Es probable que la clave detrás de las intenciones de contar hoy una tragedia de hace un siglo las dé el mismo Echenoz en las primeras páginas de 14. Anthime había salido a dar un paseo en bicicleta cuando el llamado a la movilización sonó desde las campanas de la iglesia. Al volver, un bache hizo que se cayera el libro que él llevaba consigo, “que se abrió en su caída para permanecer eternamente en solitario al borde del camino, reposando boca abajo en uno de sus capítulos, titulado Aures habet, et non audiet”.  Es el llamado moral que Echenoz pronuncia a destiempo: “Tienen oídos, pero no escuchan”. Al mismo tiempo, no hay nada en la visión desmenuzada de la novela que propicie un sentimiento de esperanza.

Una voz omnisciente, cercana a los personajes pero distante temporalmente, narra los hechos en tercera persona. Toma partido y comenta lo que sucede como si fuera un personaje más, un transcriptor de la historia. O como si se la contara a alguien más. ¿Qué quiere decirnos al contarnos su historia de la guerra? ¿Por qué no se explaya en los detalles? ¿Por qué la brevedad?
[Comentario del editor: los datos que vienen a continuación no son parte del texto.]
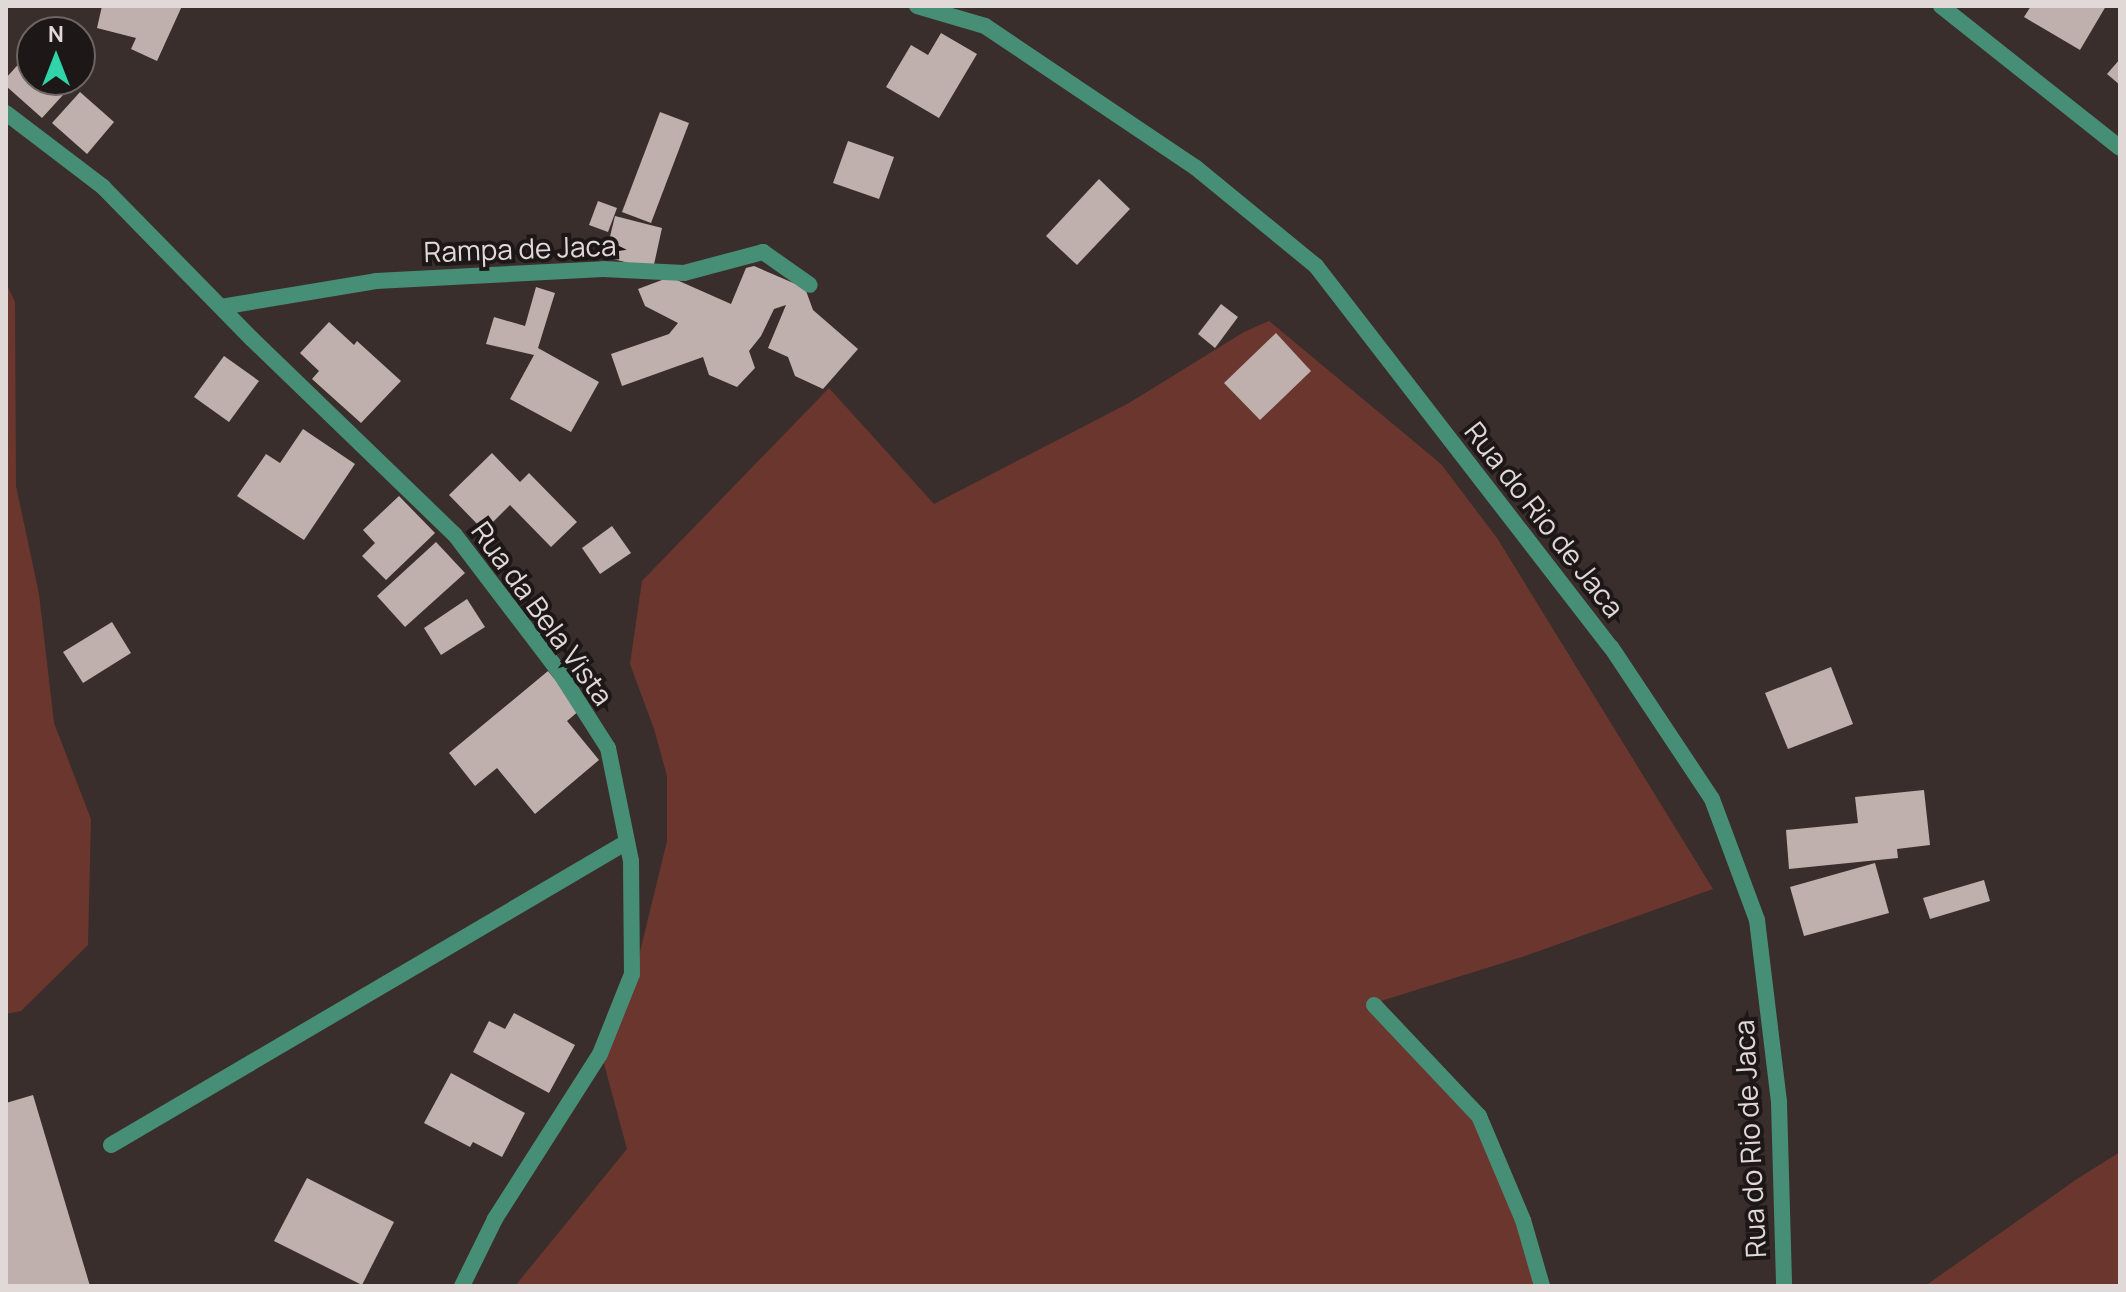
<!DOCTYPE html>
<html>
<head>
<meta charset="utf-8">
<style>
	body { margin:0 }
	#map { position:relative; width:2126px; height:1292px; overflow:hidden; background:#3a2e2c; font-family:Manrope,sans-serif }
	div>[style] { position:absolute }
	.green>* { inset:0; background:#6b362e }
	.building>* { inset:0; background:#bfafad }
	.lane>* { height:16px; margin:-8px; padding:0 8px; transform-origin:8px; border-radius:8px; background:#478e77 }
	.street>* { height:16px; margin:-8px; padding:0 8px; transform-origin:8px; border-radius:8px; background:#478e77 }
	span { translate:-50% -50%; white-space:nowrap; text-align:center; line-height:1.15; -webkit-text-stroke:8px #1d1817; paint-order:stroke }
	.street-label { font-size:28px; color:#e1d9d7 }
	.frame { position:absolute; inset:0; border:8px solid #e1d9d7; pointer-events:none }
	.north { position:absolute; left:16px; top:16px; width:80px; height:80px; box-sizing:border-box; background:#1d1817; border:2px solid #6b6564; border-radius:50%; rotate:0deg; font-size:22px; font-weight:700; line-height:32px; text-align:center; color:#e1d9d7 }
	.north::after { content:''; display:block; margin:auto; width:28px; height:36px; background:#31d4a9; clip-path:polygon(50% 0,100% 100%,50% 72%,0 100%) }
</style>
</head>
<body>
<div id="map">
	<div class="green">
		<div style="clip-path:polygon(6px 283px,15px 302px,16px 486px,39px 594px,54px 723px,91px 819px,88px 945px,21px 1011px,6px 1014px)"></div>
		<div style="clip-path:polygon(1269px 321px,1441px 464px,1497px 538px,1713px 889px,1525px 956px,1381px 1001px,1477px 1116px,1547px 1286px,515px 1286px,627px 1149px,603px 1060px,638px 960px,667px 841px,667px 776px,654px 729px,630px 664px,642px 581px,829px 388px,934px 504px,1129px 403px,1244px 332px)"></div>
		<div style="clip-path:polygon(2120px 1152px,2120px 1286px,1925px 1286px,2077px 1179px)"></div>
	</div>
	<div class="building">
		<div style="clip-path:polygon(102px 6px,182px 6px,157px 61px,131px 49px,136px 38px,97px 28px)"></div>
		<div style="clip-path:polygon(2031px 6px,2106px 6px,2080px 50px,2024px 17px)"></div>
		<div style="clip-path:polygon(941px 33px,977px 54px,939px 118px,886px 87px,911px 45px,928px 55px)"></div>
		<div style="clip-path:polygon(32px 49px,32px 80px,68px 80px,73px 84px,42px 118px,6px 86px,6px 78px)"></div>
		<div style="clip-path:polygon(2120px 59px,2120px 85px,2107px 74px)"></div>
		<div style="clip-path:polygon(80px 92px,114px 122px,87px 154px,52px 123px)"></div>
		<div style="clip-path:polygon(660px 112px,689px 123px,651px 223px,622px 212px)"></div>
		<div style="clip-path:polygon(848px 141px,894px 157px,879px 199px,833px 183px)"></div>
		<div style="clip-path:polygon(1099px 179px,1130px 209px,1077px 265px,1046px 236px)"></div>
		<div style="clip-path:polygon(598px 201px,617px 208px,608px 232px,589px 225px)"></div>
		<div style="clip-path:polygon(615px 216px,662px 228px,653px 269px,605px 257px)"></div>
		<div style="clip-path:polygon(754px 266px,805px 288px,813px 310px,858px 349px,823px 389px,795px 376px,788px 357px,768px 348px,786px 305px,774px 309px,761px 336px,749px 351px,755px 368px,737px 387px,709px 375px,703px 357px,622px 386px,611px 354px,669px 334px,678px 323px,645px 306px,638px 289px,670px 277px,731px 304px,746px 268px)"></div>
		<div style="clip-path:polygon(536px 287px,555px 293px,538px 348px,599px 382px,571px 432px,510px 399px,534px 355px,486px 344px,494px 317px,525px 326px)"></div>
		<div style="clip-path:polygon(1221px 304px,1238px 317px,1215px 348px,1198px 334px)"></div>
		<div style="clip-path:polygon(329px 322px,354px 345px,357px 341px,401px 381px,361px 423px,312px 379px,319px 371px,300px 353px)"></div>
		<div style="clip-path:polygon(1276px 333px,1311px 371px,1260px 420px,1224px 383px)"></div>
		<div style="clip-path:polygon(224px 356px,259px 381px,229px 422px,194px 397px)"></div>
		<div style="clip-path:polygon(303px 429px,355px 464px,304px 540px,237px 496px,266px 454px,280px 463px)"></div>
		<div style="clip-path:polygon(492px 453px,520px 482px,529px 473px,577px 522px,551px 547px,510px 505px,484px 531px,449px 495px)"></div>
		<div style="clip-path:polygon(399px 496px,435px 533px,386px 580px,362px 556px,375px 543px,363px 530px)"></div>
		<div style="clip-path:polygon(612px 526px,631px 553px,600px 574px,582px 548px)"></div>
		<div style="clip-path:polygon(436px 542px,465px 573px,405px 627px,377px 596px)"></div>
		<div style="clip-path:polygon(467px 599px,485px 627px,441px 655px,424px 628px)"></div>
		<div style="clip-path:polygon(112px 622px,131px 653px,83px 683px,63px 652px)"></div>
		<div style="clip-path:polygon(1831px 667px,1853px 724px,1788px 749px,1765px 693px)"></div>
		<div style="clip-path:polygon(548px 671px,580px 710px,567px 721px,599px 760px,535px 814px,497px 768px,475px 786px,449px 753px)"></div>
		<div style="clip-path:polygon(1924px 790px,1930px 845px,1897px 849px,1898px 858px,1789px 869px,1786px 830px,1858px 823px,1855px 797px)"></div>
		<div style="clip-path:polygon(1875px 863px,1889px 913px,1804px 936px,1790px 887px)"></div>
		<div style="clip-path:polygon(1984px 880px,1990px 901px,1930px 919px,1923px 898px)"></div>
		<div style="clip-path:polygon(514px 1013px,575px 1045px,549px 1093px,473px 1052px,489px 1021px,505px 1029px)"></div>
		<div style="clip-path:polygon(451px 1073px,525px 1113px,502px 1157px,473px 1142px,470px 1147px,424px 1123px)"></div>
		<div style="clip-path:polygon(33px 1095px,90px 1286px,6px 1286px,6px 1103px)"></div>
		<div style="clip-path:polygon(307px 1178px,394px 1222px,362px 1285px,274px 1241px)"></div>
	</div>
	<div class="lane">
		<div style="left:111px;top:1145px;width:598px;rotate:-30.42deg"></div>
	</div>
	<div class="street">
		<div style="left:917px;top:6px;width:71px;rotate:16.4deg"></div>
		<div style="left:985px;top:26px;width:253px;rotate:33.9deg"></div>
		<div style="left:1195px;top:167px;width:156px;rotate:39.3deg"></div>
		<div style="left:1316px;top:266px;width:482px;rotate:52.3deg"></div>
		<div style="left:1611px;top:647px;width:182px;rotate:56.4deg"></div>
		<div style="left:1712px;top:799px;width:129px;rotate:69.6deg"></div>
		<div style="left:1757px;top:920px;width:184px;rotate:83.1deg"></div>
		<div style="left:1779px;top:1103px;width:183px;rotate:88.4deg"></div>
		<div style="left:1941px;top:6px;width:228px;rotate:38.4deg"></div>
		<div style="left:6px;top:113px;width:122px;rotate:37.3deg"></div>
		<div style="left:103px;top:187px;width:213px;rotate:45.6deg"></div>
		<div style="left:252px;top:339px;width:282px;rotate:44deg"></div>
		<div style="left:455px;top:535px;width:173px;rotate:52.7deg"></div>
		<div style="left:560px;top:673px;width:89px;rotate:57.4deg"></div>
		<div style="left:608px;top:748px;width:115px;rotate:78.5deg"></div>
		<div style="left:631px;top:861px;width:113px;rotate:89.5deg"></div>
		<div style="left:632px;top:974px;width:86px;rotate:111.8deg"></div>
		<div style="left:600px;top:1054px;width:196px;rotate:122.5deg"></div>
		<div style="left:495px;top:1219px;width:75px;rotate:116.2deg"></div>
		<div style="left:221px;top:307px;width:157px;rotate:-9.5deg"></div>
		<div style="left:376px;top:281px;width:227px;rotate:-3deg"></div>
		<div style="left:603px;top:269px;width:81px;rotate:2.8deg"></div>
		<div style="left:684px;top:273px;width:82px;rotate:-14.9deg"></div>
		<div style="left:763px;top:252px;width:57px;rotate:35.1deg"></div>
		<div style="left:1374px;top:1005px;width:153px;rotate:46.6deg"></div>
		<div style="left:1479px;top:1116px;width:113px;rotate:67.1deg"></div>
		<div style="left:1523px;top:1220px;width:69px;rotate:73.9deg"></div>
	</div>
	<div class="street-label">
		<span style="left:520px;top:248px;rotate:-2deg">Rampa de Jaca</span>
		<span style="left:1545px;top:519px;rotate:52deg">Rua do Rio de Jaca</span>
		<span style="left:543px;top:613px;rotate:54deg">Rua da Bela Vista</span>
		<span style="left:1749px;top:1139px;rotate:-93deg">Rua do Rio de Jaca</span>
	</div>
	<div class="frame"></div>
	<div class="north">N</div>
</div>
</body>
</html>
Y, sin embargo, unas cuantas líneas excesivamente fidedignas con los detalles —y que a ratos se cargan de una fría ironía— son lo suficientemente explícitas y viscerales como para estremecer al lector.

“Todo esto se ha descrito mil veces”, así interrumpe el narrador de 14 su propia verborrea. Esta distancia con lo que se cuenta y el irregular deseo de objetividad convierten a la voz omnisciente en una suerte de demiurgo que dispone de los personajes a su antojo. La aberración y la arbitrariedad de la guerra parecen, a menudo, la aberración y la arbitrariedad del narrador. No parece haber una simpatía especial por los protagonistas, quienes más bien sirven como conductores de la mencionada advertencia moral.

El interés principal de la novela parece oscilar entre la guerra y entre Anthime y los efectos que la guerra produce en él. Uno de los méritos de Echenoz es el de haber logrado comprimir la historia en la densidad y la brevedad de un poema; un ejemplo de esto es la bella y sórdida imagen de los soldados franceses avanzando hacia el enemigo entre un paisaje bucólico, con su uniforme azul y rojo, escoltados por una banda de música interpretando La Marsellesa. Sin embargo, el novelista francés falla en su meditación sobre el destino de las generaciones bajo el sinsentido de la guerra al no comprender que la mayoría de las naciones europeas la consideraban no como un horror que debe evitarse a toda costa, sino como un instrumento político útil. Esto, como bien lo supo ver el Coetzee de Verano, ya no es así.

(*) Publicado en Cartón Piedra, suplemento cultural de diario El Telégrafo, el 13 de abril de 2014.